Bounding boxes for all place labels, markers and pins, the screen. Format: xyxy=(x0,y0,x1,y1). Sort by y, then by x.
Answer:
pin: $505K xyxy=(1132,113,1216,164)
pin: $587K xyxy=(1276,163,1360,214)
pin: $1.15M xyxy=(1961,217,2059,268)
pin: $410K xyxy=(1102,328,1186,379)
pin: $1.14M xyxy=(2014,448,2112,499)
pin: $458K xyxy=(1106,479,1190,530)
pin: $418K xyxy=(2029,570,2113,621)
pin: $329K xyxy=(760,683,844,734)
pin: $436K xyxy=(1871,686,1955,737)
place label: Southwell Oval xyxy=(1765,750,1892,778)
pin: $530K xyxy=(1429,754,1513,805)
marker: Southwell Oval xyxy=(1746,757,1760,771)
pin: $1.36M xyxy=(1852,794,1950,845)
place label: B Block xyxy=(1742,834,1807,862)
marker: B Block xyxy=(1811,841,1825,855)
--------------------------------
#### WHAT IS NEEDED
So that no detail is lost, give every line of the data again exactly.

#### THE COMPLETED TASK
Bounding boxes for all place labels, markers and pins, the screen. Format: xyxy=(x0,y0,x1,y1). Sort by y, then by x.
Answer:
pin: $505K xyxy=(1132,113,1216,164)
pin: $587K xyxy=(1276,163,1360,214)
pin: $1.15M xyxy=(1961,217,2059,268)
pin: $410K xyxy=(1102,328,1186,379)
pin: $1.14M xyxy=(2014,448,2112,499)
pin: $458K xyxy=(1106,479,1190,530)
pin: $418K xyxy=(2029,570,2113,621)
pin: $329K xyxy=(760,683,844,734)
pin: $436K xyxy=(1871,686,1955,737)
place label: Southwell Oval xyxy=(1765,750,1892,778)
pin: $530K xyxy=(1429,754,1513,805)
marker: Southwell Oval xyxy=(1746,757,1760,771)
pin: $1.36M xyxy=(1852,794,1950,845)
place label: B Block xyxy=(1742,834,1807,862)
marker: B Block xyxy=(1811,841,1825,855)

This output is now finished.